Maybe they should study economic history in the history department. It probably wouldn't be so "arid".
I finished a terminal MS program in applied econ 22 years ago (43 now) and I'm still waiting for economists to apply the mathematical concepts of information economics (assymetry, moral hazard, adverse selection, agent problem) to human behaviour in historical narratives. Maybe another 20 years and something will happen.
So, not being a whiner, I'm trying to do it now in the history of the Tai-Yunnan frontier. The Ming dynasty annals are saturated by information gaps and accusations that the local Tai indigenous chieftains in Yunnan were deceiving the Ming emperor in far away Beijing, but given that it took three months for a message to be transmitted from Yunnan to Beijing, there definitely was an informational assymetry. Translations of the classical Chinese primary sources are now online (http://www.epress.nus.edu.sg/msl/), which should allow a little more time for theory or maybe information economics.
I do feel for those first year PhD students, but a discipline ain't no discipline, without discipline.
BTW for philanthropy M.I. Finley's "World of Odysseus" has lots of good stuff about gift giving and reciprocity, cross-culturally applicable unlike Carnegie's Gospel of Wealth.
Posted by: Jon Fernquest | July 31, 2006 at 01:05 AM
I take it that it is not a given that these students will get their dose of Moses Finley? Finley might serve the purpose Brad has in mind, but don't economist types, especially economist types who've fallen into the hands of a historian of economics, routinely get some Finley?
Posted by: kharris | July 31, 2006 at 06:57 AM
Hmm. I'm late for the debate, but before people get too idealized a picture about William Marshal, it should be remembered that he was one of the ringleaders in the baronial coup d'etat known today as the Magna Carta, which purported to grant sovereign rights to most (non-serf) individuals in the kingdom but whose real purpose was to substitute baronial rule for King John's rule.

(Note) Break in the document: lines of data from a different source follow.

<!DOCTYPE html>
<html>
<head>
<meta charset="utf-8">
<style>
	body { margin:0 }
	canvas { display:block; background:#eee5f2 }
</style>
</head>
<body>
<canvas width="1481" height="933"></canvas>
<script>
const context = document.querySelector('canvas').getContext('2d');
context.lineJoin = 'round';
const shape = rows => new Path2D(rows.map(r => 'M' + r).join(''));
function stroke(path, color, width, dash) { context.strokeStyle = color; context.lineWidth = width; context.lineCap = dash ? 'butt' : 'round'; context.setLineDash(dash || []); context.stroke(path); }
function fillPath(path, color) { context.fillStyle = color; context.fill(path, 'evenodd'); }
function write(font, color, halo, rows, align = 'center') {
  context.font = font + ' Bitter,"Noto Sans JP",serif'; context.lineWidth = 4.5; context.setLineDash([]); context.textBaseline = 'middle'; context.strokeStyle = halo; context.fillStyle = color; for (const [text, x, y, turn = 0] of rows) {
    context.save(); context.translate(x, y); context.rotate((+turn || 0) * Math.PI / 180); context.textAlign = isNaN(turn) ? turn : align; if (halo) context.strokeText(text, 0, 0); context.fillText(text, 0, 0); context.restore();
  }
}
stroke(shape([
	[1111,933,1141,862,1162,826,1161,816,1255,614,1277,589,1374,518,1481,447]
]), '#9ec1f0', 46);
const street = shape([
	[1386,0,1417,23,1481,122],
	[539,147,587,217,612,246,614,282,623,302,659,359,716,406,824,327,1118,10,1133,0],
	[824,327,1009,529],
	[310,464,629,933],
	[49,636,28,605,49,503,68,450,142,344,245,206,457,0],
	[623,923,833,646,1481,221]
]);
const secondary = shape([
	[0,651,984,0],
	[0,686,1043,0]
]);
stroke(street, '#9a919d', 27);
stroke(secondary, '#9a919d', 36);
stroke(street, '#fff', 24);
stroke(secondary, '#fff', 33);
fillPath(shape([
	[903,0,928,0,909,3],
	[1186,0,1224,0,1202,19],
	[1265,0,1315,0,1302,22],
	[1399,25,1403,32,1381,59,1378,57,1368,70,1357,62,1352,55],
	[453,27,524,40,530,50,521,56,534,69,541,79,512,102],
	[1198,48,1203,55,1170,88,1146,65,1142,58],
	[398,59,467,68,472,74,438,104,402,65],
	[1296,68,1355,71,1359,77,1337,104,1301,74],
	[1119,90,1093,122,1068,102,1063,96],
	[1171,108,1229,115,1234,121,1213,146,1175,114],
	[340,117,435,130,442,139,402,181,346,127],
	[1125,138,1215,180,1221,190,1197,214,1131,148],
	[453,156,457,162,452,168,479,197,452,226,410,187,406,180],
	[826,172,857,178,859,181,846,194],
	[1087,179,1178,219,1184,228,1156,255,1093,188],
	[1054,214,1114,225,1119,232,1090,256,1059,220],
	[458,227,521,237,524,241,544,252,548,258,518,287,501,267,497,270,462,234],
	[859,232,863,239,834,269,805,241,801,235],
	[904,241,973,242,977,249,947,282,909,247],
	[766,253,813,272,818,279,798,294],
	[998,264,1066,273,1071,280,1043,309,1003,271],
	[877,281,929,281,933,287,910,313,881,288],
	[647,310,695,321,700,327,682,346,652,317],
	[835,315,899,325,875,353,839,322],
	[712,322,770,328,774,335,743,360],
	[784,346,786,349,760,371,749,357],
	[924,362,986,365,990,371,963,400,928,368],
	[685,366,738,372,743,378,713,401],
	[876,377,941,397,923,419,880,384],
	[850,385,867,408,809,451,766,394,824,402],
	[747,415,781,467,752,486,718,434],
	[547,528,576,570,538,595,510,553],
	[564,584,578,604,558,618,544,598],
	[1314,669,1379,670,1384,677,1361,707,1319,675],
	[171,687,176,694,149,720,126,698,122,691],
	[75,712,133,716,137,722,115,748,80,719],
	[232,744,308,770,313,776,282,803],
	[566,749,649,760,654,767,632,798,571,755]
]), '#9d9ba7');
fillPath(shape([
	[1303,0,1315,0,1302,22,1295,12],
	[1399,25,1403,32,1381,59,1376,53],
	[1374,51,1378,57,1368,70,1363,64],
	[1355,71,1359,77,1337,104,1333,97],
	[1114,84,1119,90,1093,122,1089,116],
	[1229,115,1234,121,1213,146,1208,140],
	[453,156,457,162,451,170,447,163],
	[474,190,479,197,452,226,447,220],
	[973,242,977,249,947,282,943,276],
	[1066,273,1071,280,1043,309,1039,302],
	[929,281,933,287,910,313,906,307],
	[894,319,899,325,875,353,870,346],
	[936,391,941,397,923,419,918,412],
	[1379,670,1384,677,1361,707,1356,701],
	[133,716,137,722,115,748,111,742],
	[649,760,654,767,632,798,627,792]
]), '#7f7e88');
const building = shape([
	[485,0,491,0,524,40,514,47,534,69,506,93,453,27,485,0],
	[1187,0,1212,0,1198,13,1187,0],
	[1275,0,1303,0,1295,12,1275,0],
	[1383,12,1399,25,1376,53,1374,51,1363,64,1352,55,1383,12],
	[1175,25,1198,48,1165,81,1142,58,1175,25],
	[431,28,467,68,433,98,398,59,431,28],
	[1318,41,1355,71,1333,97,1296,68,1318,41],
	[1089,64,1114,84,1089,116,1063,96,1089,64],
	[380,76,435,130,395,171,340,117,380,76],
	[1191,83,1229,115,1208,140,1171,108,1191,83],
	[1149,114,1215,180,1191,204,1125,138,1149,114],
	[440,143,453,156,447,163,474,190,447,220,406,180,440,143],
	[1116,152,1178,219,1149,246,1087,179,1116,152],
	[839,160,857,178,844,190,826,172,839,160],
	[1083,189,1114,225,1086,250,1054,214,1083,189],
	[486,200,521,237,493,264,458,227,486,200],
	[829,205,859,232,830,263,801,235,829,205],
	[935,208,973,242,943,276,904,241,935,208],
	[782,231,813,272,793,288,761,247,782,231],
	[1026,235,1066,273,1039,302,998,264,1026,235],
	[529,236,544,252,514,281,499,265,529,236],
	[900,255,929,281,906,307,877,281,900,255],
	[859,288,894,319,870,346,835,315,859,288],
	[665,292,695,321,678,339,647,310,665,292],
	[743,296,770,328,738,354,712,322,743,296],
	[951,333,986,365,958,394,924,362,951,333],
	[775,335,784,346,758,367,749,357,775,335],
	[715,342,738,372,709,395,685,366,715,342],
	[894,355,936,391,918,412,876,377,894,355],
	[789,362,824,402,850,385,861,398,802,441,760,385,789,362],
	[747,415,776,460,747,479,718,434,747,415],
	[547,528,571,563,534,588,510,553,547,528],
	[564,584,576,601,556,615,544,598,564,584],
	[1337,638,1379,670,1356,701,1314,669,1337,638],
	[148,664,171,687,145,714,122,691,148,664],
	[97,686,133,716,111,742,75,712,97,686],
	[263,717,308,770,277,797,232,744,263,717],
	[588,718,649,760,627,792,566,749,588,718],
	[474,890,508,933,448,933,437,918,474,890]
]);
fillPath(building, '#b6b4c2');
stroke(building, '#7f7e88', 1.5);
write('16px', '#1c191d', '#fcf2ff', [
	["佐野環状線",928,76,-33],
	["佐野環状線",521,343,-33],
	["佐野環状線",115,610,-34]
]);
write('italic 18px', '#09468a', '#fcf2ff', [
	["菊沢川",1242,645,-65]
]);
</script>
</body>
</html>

Of course, John was no model of justice or fairness, but the conflict between him and the Norman barons gives a clue why modern nation-states eventually coalesced around the monarch supported by a base of urban middle-classes and yeoman farmers, eclipsing the nobility for the rest of history.
Posted by: andres | August 01, 2006 at 12:12 AM
As the author of a new novel on William Marshal - The Greatest Knight, I have to say that Duby's biography is pretty bad with some execrable interpretations of the Marshal's life and character. Far better to go for David Crouch's recent biography of The Marshal or the Anglo Norman Text Society's translation of the Histoire de Guillaume le Mareschal, written shortly after The Marshal's death.